E quella stessa fanbase – più in generale: il grande pubblico – attraversa una mutazione psicofisica importante: ingloba la tecnologia nella propria quotidianità e nel proprio corpo, quasi che rinunciare al progresso, all’innovazione, significhi rinunciare alla possibilità stessa di dirsi umani. Emblematici, a tal proposito: (i) Neil Harbisson, il primo cyborg ufficialmente riconosciuto – che si è fatto impiantare un’antenna in testa per “ascoltare i colori”, e (ii) il microchip sottocutaneo brevettato da alcune aziende per far compiere ai dipendenti operazioni di modesta entità (i.e. timbrare il cartellino).
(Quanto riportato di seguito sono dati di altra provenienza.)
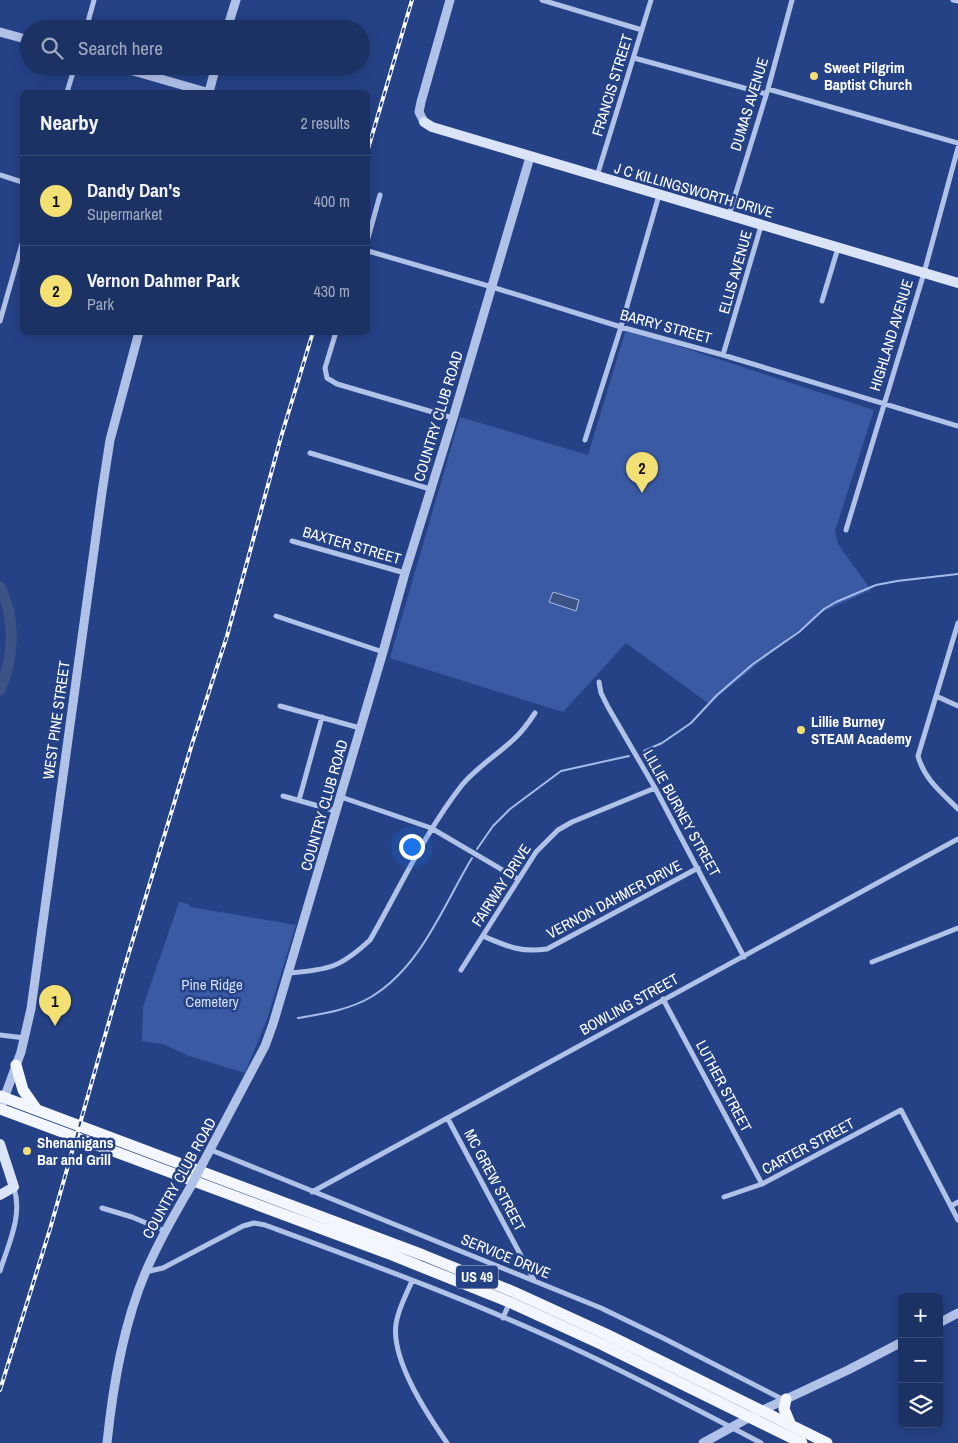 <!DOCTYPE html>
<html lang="en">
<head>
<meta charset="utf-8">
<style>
	:root { --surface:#1c3265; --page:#293e6e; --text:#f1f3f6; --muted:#a0aabf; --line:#3a4d79; --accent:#f2e075 }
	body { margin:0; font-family:"Archivo Narrow",sans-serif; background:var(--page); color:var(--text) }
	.controls { position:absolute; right:15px; bottom:15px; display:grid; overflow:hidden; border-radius:8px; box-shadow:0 2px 12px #0003 }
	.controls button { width:45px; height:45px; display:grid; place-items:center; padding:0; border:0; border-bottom:1px solid var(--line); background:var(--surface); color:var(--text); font:25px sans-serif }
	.you { position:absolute; left:411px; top:846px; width:18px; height:18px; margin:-12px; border:4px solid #fff; border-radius:50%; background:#1a73e8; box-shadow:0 0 0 8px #1a73e833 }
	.badge { display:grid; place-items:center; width:32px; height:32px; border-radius:50%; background:var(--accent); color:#111; font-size:16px; font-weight:700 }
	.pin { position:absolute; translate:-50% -41px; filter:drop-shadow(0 1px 2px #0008) }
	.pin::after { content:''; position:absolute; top:26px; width:18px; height:15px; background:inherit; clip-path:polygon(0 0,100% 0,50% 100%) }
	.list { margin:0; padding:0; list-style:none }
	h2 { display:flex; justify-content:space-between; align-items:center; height:65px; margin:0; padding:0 20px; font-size:21px }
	h2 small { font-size:16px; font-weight:400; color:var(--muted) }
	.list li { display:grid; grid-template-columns:32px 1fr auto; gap:15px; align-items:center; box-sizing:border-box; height:90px; padding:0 20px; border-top:1px solid var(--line) }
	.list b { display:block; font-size:19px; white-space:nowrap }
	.list p { margin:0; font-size:16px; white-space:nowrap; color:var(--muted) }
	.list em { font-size:16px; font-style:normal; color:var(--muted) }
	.icon { flex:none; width:28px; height:28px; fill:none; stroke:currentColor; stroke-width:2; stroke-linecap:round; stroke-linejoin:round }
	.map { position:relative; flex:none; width:958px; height:1443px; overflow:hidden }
	.search { position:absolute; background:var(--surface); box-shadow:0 2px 12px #0003; left:20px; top:20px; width:350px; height:55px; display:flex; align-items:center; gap:12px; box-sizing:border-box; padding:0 18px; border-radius:28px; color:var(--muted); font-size:19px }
	.panel { position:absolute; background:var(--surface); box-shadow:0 2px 12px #0003; left:20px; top:90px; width:350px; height:245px; border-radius:8px }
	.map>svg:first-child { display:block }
	.green { fill:#3a5aa4 }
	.water { fill:#3e5385; stroke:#a5bbe9 }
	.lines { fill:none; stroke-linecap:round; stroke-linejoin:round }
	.stream { stroke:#a5bbe9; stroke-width:2 }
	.river { stroke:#3e5385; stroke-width:11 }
	.minor { stroke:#b1c2e9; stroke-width:5 }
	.tertiary { stroke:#b1c2e9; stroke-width:9 }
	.secondary { stroke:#dbe3f7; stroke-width:10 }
	.primary { stroke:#f3f6fe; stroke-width:11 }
	.rail-casing { stroke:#fff; stroke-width:4 }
	.rail { stroke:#254287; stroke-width:2; stroke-dasharray:5.5; stroke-linecap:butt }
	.tertiary-bridge { stroke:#b1c2e9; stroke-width:9 }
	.poi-dot { fill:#f2e075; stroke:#254287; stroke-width:2 }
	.labels { text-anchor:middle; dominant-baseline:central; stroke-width:5; stroke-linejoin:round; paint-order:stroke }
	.shield { fill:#254287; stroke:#bec6db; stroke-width:1 }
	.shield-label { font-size:14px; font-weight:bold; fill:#fff }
	.poi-label { font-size:15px; font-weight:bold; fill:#fff; stroke:#254287; text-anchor:start }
	.street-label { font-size:15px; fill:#fff; stroke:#254287 }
	.park-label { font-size:15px; fill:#d4dff7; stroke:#254287 }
</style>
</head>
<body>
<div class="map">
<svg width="958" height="1443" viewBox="0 0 958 1443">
	<rect width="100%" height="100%" fill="#254287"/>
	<!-- green -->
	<path class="green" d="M626 329 874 410 835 531 838 544 871 590 818 614 709 704 626 643 563 712 390 658 460 417 588 455Z
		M179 902 188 904 191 907 296 925 267 1019 245 1073 189 1056 163 1044 142 1041 143 1007Z"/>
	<!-- water -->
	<path class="water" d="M553 592 579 600 576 611 549 602Z"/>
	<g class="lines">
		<!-- stream -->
		<path class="stream" d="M644 751 662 743 691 723 717 695 753 664 799 632 824 609 836 602 876 585 897 581 958 574
			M477 849 493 826 510 809 561 771 629 756
			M298 1018C322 1014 349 1010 371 997 421 967 443 906 472 858"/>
		<!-- river -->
		<path class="river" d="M0 587C16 618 14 658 0 690"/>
		<!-- minor -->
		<path class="minor" d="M542 0 642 30
			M953 0 958 1
			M86 29 94 0
			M634 58 766 94
			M768 89 958 143
			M67 92 75 66
			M0 175 22 182
			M597 176 651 0
			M729 215 768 89 792 0
			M368 238 380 195
			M368 251 492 287 621 327 723 355 958 426
			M822 301 838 248
			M0 321 22 244
			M336 332 325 368 327 378 337 384 453 418
			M723 355 761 226
			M585 440 621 327 659 195
			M310 453 430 489
			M846 530 924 273 958 148
			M292 541 405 573
			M276 616 383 652
			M958 623 918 756C924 779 942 793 958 809
			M599 682 601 693 608 707 655 788 744 957
			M936 696 958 706
			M280 706 360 728
			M283 796 336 811
			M341 797 431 828 518 879
			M299 800 322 717
			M483 936C506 946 521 953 547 949L698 868
			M872 962 958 928
			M461 970 536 852 558 830 572 822 655 788
			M289 973C329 970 341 967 370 940 400 888 425 832 462 785 477 767 497 755 514 739 522 732 529 722 535 713
			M663 999 762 1184
			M0 1035 25 1038
			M448 1119 534 1280
			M211 1150 601 1308 665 1339 784 1400
			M312 1192 958 839
			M724 1197 762 1184 901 1110 958 1220
			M951 1206 958 1202
			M102 1208 132 1217 165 1231
			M0 1271C8 1245 23 1216 14 1188
			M145 1272 163 1268 243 1226 254 1223 265 1225C368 1263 472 1301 571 1347 636 1377 698 1410 761 1443
			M412 1281C406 1295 398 1309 396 1324 391 1360 427 1414 447 1443
			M503 1318 510 1301"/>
		<!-- tertiary -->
		<path class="tertiary" d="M227 29 236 0
			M0 32 29 40
			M116 66 206 92
			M209 92 216 66
			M424 122 419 112 421 102 450 0
			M2 1104 21 1052 31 1009 102 492 110 440 139 332
			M203 1163 265 1046 273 1024 383 652 405 573 453 418 530 157
			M939 1323 958 1313
			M107 1443C113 1385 123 1325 146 1271 159 1241 175 1213 191 1186
			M703 1443 763 1410 848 1370 902 1342"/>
		<!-- secondary -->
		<path class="secondary" d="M424 122 432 127 958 283
			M0 1144 14 1187 0 1195"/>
		<!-- primary -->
		<path class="primary" d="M16 1065 23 1090 37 1110
			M0 1096 423 1255 514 1292 608 1335 827 1443
			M0 1109 387 1253 509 1302 601 1344 802 1443
			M786 1399 784 1409 790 1423"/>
		<defs>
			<path id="rail" d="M368 149 412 0
				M0 1390 50 1229 124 969 192 744 227 636 281 437 313 332"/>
		</defs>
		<!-- rail casing -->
		<use href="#rail" class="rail-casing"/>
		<!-- rail -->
		<use href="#rail" class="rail"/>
		<!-- tertiary-bridge -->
		<path class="tertiary-bridge" d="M191 1186 203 1163"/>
	</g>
	<!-- markers -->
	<g class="poi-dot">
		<circle cx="814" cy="76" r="5"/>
		<circle cx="801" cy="730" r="5"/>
		<circle cx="27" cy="1151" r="5"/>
	</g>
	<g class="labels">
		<!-- shield labels -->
		<rect class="shield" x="456" y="1265.5" width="42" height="23" rx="4"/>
		<g class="shield-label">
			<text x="477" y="1277">US 49</text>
		</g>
		<!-- poi labels -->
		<g class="poi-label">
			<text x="824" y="67">Sweet Pilgrim<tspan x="824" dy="17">Baptist Church</tspan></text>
			<text x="811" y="721">Lillie Burney<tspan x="811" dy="17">STEAM Academy</tspan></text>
			<text x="37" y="1142">Shenanigans<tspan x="37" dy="17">Bar and Grill</tspan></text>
		</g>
		<!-- street labels -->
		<g class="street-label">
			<text transform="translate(612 85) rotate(-73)">FRANCIS STREET</text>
			<text transform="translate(749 104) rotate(-73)">DUMAS AVENUE</text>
			<text transform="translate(694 190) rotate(16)">J C KILLINGSWORTH DRIVE</text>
			<text transform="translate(735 272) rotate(-74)">ELLIS AVENUE</text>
			<text transform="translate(666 326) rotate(15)">BARRY STREET</text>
			<text transform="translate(891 335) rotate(-73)">HIGHLAND AVENUE</text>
			<text transform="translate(438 416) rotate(-73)">COUNTRY CLUB ROAD</text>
			<text transform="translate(352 545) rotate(16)">BAXTER STREET</text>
			<text transform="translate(56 720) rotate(-82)">WEST PINE STREET</text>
			<text transform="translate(324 805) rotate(-74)">COUNTRY CLUB ROAD</text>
			<text transform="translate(682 813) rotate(61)">LILLIE BURNEY STREET</text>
			<text transform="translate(501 885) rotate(-57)">FAIRWAY DRIVE</text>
			<text transform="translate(614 899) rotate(-28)">VERNON DAHMER DRIVE</text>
			<text transform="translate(629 1004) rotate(-29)">BOWLING STREET</text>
			<text transform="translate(724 1086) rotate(62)">LUTHER STREET</text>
			<text transform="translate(808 1146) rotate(-28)">CARTER STREET</text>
			<text transform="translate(179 1178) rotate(-61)">COUNTRY CLUB ROAD</text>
			<text transform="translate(495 1180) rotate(62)">MC GREW STREET</text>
			<text transform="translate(506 1256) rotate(22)">SERVICE DRIVE</text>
		</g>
		<!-- park labels -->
		<g class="park-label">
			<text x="212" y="984">Pine Ridge<tspan x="212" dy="17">Cemetery</tspan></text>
		</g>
	</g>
</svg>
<div class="controls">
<button>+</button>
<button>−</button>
<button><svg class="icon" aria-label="layers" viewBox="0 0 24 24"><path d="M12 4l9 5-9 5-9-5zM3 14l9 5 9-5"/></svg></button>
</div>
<div class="you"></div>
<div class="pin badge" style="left:55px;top:1026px">1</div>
<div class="pin badge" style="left:642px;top:493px">2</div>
<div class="search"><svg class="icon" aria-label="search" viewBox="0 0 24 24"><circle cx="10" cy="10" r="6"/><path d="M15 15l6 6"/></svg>Search here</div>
<section class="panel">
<h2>Nearby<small>2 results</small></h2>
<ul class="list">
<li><span class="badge">1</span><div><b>Dandy Dan's</b><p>Supermarket</p></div><em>400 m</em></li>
<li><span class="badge">2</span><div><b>Vernon Dahmer Park</b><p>Park</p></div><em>430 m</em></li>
</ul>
</section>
</div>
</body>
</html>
Cambiare se stessi piuttosto che cambiare il mondo, dunque; e piegare il proprio corpo, di conseguenza anche il corpo dell’arte, alle derive del progresso.

via Parkett Channel

E mentre le stelle del rock si eclissano dietro icone volatili, profili social e gara agli ascolti su YouTube e Spotify, i Radiohead propongono al mercato A Moon Shaped Pool (2016): un album con cui Yorke, all’opposto, sembrerebbe volersi avvicinare ai fan in modo più intimo, forse anche in ragione della separazione dalla compagna Rachel Owen (che morirà poco dopo l’uscita del disco). Si percepisce distinto il bisogno di Yorke di comunicare un dolore altro dall’inquietante dimensione fantascientifica alla P. K. Dick di Ok Computer o dal solipsismo dell’uomo-androide di Kid A: una sofferenza che ricorda l’umanità perduta (o meglio, momentaneamente archiviata) della nostra “epoca-cyborg”. La ballata True Love Waits è una versione moderna delle canzoni d’amore, e forse lo è l’intero A Moon Shaped Pool – l’estremo tentativo della musica, in controtendenza rispetto all’andamento generale, di recuperare una pelle, un corpo, un cuore che sia capace (e abbia il coraggio) di sanguinare: il giusto prezzo da pagare affinché l’arte possa affrancarsi, finalmente, da tutta questa, deprimente gratuità.